Mixing units among various sites is also not the norm for the Royal Thai
armed forces, but met with positive response.
"Normally for construction work, it's only my unit at one site, " said Royal
Thai army, Lt. Col. ChockChai Thonjunta, officer-in-charge, Mobile
Deployable Unit-13. "There aren't problems because of the split, instead, we
have to learn to work together better.
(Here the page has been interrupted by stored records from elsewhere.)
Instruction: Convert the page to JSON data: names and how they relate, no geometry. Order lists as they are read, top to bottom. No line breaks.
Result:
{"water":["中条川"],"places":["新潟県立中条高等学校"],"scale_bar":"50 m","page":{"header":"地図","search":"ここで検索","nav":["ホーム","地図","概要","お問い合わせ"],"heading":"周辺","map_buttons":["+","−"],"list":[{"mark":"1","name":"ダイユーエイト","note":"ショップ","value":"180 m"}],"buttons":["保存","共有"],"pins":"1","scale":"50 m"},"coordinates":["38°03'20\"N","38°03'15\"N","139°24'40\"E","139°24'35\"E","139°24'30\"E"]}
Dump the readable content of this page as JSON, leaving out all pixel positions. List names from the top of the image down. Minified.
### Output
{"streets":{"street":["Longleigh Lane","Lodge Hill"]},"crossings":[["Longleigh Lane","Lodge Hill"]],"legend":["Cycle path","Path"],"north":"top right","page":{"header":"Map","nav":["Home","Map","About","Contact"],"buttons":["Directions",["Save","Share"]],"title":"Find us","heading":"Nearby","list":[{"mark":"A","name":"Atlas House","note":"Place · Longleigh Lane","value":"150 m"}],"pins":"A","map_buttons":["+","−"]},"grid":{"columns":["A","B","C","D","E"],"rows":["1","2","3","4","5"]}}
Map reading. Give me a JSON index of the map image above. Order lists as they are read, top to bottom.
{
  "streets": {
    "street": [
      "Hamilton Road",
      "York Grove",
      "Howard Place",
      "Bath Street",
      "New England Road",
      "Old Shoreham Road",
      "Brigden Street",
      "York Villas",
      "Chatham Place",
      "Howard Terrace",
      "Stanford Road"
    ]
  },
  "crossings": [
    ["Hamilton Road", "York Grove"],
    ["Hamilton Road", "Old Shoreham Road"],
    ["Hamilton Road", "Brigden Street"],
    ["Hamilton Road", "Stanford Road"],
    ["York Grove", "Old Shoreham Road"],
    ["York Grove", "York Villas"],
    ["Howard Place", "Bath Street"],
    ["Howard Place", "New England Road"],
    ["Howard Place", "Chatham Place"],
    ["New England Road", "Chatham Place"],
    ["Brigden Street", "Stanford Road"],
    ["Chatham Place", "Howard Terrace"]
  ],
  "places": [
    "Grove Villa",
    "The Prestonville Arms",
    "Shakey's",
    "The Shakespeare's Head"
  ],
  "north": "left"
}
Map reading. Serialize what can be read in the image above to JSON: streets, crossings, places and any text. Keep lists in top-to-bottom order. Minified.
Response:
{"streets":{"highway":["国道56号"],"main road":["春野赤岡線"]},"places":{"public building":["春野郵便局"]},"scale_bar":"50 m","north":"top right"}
It's better training this way because
they learn techniques from each other and they train together."
Beury concurred with the positive responses from the sites. "Initially there
were reservations among both myself and service components about doing the
training this way, but we charged forward and made it happen," said Beury.
"It has worked out very well in terms of execution and satisfaction of
participants."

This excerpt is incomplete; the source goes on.